WHAT YOU SHOULD DO. Give again, word for word, each line below starting at the one that contains "display:grid; place-items:center; flex:none;" and ending at the one that contains "font-size:19px; font-weight:600; line-height:30px".

((

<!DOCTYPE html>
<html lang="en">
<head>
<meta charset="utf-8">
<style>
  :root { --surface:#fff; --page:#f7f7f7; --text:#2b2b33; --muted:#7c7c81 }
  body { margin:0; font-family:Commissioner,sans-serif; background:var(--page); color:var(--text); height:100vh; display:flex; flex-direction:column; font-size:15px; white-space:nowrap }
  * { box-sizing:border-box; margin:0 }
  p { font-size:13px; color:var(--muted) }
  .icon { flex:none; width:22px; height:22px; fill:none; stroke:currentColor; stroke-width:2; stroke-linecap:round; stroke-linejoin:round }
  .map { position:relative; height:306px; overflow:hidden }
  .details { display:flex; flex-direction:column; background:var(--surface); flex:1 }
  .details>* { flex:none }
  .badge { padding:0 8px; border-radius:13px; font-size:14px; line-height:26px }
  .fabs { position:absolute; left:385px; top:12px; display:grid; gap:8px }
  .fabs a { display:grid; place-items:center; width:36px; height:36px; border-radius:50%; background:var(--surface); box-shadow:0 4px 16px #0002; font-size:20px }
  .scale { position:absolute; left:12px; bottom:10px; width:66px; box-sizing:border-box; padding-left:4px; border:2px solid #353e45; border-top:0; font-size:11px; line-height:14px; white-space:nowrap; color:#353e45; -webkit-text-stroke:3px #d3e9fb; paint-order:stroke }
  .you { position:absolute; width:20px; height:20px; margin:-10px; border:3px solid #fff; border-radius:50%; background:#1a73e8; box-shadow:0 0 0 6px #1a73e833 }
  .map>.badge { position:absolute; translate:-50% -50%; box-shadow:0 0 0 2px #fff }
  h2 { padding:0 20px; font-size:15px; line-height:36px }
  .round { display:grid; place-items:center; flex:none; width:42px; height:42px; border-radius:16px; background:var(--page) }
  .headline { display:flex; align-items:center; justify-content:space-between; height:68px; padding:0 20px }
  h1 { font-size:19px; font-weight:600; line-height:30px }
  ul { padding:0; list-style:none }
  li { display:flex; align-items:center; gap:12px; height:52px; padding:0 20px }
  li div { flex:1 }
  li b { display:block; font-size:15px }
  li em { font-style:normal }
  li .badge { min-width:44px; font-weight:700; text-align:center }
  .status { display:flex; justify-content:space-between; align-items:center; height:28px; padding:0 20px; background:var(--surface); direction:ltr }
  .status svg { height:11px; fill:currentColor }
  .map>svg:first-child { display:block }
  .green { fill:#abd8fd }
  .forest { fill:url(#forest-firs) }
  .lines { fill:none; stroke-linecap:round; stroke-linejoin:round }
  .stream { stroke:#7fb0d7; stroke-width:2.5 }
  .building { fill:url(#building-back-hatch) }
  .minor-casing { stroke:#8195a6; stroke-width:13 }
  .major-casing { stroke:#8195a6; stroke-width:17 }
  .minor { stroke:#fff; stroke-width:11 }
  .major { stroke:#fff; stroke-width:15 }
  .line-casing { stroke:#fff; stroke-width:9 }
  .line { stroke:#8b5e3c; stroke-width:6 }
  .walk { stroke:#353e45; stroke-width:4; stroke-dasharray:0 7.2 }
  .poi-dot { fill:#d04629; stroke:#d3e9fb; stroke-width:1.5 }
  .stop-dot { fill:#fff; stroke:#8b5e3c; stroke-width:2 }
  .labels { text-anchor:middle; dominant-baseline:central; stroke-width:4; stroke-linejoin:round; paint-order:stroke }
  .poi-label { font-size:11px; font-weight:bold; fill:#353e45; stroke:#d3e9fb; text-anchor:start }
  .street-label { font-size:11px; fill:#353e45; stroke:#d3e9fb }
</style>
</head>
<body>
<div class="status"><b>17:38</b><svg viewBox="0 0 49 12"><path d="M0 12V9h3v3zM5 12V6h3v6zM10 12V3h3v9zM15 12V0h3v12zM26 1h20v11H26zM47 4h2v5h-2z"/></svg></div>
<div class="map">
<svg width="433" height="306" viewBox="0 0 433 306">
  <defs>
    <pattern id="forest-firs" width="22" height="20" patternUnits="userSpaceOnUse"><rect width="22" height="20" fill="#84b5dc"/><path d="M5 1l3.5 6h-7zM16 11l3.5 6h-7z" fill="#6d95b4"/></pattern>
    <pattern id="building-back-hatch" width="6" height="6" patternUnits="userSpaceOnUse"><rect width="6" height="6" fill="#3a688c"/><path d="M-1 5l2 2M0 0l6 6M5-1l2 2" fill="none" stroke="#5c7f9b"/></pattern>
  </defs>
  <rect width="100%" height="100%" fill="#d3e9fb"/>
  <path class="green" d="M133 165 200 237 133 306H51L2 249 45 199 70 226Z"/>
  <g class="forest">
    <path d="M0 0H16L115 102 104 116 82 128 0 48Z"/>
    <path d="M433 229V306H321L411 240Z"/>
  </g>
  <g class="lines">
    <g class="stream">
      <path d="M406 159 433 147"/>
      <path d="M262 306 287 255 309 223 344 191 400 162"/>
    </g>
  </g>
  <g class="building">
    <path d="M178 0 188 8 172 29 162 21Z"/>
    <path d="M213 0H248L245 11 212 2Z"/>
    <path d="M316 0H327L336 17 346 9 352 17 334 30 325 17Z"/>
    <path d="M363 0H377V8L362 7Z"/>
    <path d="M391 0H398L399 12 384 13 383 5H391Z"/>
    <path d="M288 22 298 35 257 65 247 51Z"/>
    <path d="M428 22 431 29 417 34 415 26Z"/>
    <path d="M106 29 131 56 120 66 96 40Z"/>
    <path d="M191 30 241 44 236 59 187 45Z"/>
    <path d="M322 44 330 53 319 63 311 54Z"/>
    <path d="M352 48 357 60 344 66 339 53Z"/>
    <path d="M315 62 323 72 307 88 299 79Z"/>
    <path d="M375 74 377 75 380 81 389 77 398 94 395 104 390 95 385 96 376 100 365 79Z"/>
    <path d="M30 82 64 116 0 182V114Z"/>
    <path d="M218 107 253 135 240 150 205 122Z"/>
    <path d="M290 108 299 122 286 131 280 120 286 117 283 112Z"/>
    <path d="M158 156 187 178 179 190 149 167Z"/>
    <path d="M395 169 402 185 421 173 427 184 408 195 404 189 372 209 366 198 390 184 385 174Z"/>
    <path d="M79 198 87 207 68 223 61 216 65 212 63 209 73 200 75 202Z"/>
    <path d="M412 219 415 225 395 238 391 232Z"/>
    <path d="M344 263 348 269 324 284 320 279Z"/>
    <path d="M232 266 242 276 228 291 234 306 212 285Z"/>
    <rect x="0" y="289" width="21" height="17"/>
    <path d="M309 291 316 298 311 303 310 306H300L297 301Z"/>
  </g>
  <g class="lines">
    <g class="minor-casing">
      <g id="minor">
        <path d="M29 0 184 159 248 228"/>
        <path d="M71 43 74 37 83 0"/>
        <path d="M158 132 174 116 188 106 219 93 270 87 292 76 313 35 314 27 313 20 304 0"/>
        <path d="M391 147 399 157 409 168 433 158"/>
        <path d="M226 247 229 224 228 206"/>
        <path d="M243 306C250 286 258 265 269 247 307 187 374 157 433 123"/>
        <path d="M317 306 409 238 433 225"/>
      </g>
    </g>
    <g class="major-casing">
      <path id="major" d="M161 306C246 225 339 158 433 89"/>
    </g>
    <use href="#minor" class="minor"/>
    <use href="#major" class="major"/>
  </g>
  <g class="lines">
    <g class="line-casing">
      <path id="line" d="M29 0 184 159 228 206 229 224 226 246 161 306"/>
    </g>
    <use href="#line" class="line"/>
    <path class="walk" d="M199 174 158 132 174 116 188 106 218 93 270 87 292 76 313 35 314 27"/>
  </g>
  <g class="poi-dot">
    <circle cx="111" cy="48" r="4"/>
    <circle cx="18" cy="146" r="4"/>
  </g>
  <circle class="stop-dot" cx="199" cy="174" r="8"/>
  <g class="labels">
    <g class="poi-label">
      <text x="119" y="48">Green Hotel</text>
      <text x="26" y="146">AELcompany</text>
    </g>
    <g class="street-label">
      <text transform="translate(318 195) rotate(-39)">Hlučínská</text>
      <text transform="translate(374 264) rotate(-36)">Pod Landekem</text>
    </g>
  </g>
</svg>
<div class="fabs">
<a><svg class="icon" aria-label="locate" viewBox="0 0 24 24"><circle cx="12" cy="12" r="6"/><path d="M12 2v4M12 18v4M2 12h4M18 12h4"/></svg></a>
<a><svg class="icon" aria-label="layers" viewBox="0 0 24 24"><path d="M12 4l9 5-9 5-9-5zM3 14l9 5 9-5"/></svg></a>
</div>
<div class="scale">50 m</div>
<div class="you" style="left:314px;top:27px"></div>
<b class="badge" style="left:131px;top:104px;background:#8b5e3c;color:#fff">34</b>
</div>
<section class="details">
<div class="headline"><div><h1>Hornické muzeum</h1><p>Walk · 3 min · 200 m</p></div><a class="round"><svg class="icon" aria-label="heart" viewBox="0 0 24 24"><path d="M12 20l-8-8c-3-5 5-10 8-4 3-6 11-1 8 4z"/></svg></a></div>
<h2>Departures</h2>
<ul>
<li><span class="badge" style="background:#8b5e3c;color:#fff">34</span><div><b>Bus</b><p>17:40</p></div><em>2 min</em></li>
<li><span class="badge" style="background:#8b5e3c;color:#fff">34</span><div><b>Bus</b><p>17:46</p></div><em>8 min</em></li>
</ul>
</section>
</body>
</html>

))

SOLUTION TO THIS TASK.
  .round { display:grid; place-items:center; flex:none; width:42px; height:42px; border-radius:16px; background:var(--page) }
  .headline { display:flex; align-items:center; justify-content:space-between; height:68px; padding:0 20px }
  h1 { font-size:19px; font-weight:600; line-height:30px }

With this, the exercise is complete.